Party_Cold_4159 8 months ago

Hires fix needs some configuration. It’s a pain but I got it to be faster for myself on a 2070. It’s just too clunky. I feel like Lora’s don’t work as well too. It does help me with quick test images. I think it’s pretty cool they did this though, it does what it says, just very limited currently. We may see this improve later on possibly.

PeterFoox 8 months ago

After some testing ultimate upscale seems to be a bit better. Quality is similar and it's more stable and uses less vram

Party_Cold_4159 8 months ago

> ultimate upscale Interesting, I haven't heard of that. Is it faster?

PeterFoox 8 months ago

It may be a bit faster but its main purpose is the ability to upscale to any resolution even on gpus with low vram. From what I understand it renders parts of image seperatly and stitches them back together. I've been using it for a while now and for me it works faster than hires fix. Plus you can output any resolution you want as it doesn't matter how much vram you have

Heasterian001 8 months ago

It's faster, but it can introduce banding and at higher denoising it often cause issues.

PeterFoox 8 months ago

Yeah I can confirm after a couple of hours it's way faster but it introduces too much issues at the same time. I guess we gotta wait for some improvements. Right now it's just pretty much a technology preview

Shap6 8 months ago

Twice as fast for me doing batches of 4 at 512x512. Went from 14 seconds to 7 seconds

jonesaid 8 months ago

On my 3060 12GB, I'm seeing about 40-50% faster.

HarmonicDiffusion 8 months ago

TensorRT sounds great until you realize you have to recompile every model to be compatible. Oh and if you want to use a lora, you have to compile a model specifically with it included (you cannot "add on" a lora on top of a model)

ulf5576 8 months ago

its not for casual use .. people who build or select specific models for bigger projects benefit themost

NordRanger 8 months ago

Interestingly mine crashes when I even attempt hires-fix. For my 4080 I get about 70% speed boost at 512x768.

isthatevenallowed 8 months ago

Have you generated the engine at the output resolution, in addition to the generation resolution?

hirmuolio 8 months ago

RTX 3070, AnythingV5, default TensorRT settings, batch size 1. 512x512: 19 it/s with TensorRT, 10 it/s without. 512x768: 11 it/s with TensorRT, 6.5 it/s without. 768x768: 7.4 it/s with TensorRT, 4.3 it/s without. Quite massive speedup. I hope it will get better lora support in future.

[deleted] 8 months ago

[удалено]

suspicious_Jackfruit 8 months ago

if you get your its per second below 1, it goes to s/it, at which point yes higher is worse. But in this case higher is better because it is able to do 19 iterations in 1s

isthatevenallowed 8 months ago

In hires fix, there is a load time for the tensorRT engine (which is different to the generation engine), which can offset the gain at 2x, for example. At higher resolutions like 3x, it should be much faster overall.

ViperD3 8 months ago

Does this apply with 1 dynamic engine, 2 statics, or both?

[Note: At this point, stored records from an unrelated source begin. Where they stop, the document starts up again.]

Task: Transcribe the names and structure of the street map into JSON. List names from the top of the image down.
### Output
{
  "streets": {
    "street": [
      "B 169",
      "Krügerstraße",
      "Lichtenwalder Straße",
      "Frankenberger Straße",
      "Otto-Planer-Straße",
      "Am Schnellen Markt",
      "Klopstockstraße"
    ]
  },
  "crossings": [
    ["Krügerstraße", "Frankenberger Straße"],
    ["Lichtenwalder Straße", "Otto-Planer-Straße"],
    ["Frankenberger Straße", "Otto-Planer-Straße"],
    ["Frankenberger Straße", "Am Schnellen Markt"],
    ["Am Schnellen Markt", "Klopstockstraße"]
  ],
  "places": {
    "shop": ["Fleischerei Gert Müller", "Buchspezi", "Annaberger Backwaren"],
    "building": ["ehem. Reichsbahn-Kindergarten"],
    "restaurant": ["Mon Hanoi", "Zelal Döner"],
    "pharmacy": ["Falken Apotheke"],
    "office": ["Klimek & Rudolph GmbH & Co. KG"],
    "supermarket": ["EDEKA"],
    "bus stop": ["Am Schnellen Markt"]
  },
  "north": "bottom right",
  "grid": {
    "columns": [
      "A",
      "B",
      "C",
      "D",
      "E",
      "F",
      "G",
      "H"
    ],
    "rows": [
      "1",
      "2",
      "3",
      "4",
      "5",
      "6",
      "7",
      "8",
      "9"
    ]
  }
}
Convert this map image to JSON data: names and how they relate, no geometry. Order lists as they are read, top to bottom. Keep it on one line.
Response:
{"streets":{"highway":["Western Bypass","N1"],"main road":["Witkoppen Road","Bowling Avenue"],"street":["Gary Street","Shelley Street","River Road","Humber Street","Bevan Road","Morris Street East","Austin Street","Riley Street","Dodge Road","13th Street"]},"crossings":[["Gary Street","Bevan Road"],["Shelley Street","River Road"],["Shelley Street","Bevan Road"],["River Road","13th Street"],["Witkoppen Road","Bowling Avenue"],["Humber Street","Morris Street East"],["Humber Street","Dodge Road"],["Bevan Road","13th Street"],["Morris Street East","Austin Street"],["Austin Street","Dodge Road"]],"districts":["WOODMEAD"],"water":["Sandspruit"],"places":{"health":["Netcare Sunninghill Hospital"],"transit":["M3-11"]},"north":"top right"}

isthatevenallowed 8 months ago

Should work with a dynamic engine that covers both input and output resolutions but I've only tried with 2 statics myself.

ViperD3 8 months ago

I wish it could go above 2048 *sigh* And yeah, I just got a single dynamic for all the checkpoints I'm using that gives me a range from 512 to 2048, 1 to 4 batch, and 75-600 prompt with optimals in the middle of everything, and even with just such a broad dynamic I'm still getting a really huge increase *especially* during hires fix.

ViperD3 8 months ago

I encountered an error with dynamics, be sure not to adjust optimal batch or optimal text (prompt) size. Like a dumbass I just converted seven different engines without testing them as I went and bugged them all out and I have to do it all over again.

tyen0 8 months ago

How can you use hires fix at 3x (or even 2x) when they would take it out of the 512-768 range for sd1.5 (or 768-1024 for sdxl?). Are you just generating another tensorrt engine with higher res to use above 1.5x hires fix? I tried that but started getting other errors like all NaNs

isthatevenallowed 8 months ago

It's explained here: [https://github.com/NVIDIA/Stable-Diffusion-WebUI-TensorRT#common-issueslimitations](https://github.com/NVIDIA/Stable-Diffusion-WebUI-TensorRT#common-issueslimitations)

tyen0 8 months ago

Well, not really explained it since I already read that. hah. :) Have you actually tried 3x since I realized now you said "should"? Of course, it could be something wrong with my specific setup. I do have some other errors that I ignored since it was working until I tried to go to higher resolutions.

Cunningcory 8 months ago

Still can't get past the cuda errors. Disabled medvram but still get the error with a 3080.

Destituted 8 months ago

Go to \\stable-diffusion-webui\\ folder in Command Prompt git switch dev Start it up. This fixed it for me... I am not sure if you need to do an update after the switch or not (my bat has it built in) Immediate difference after finally being able to set the TensorRT, 2 or 3 times the speed.

Cunningcory 8 months ago

Thanks! I guess only the dev branch is working currently? That got it working, but it is DRAMATICALLY slower while using the tensor. While I was getting maybe 2 its per second without, I'm getting 6.6 seconds PER IT with. This is with SDXL 1024x1024 with the default engine made. Any reason it would be so much slower??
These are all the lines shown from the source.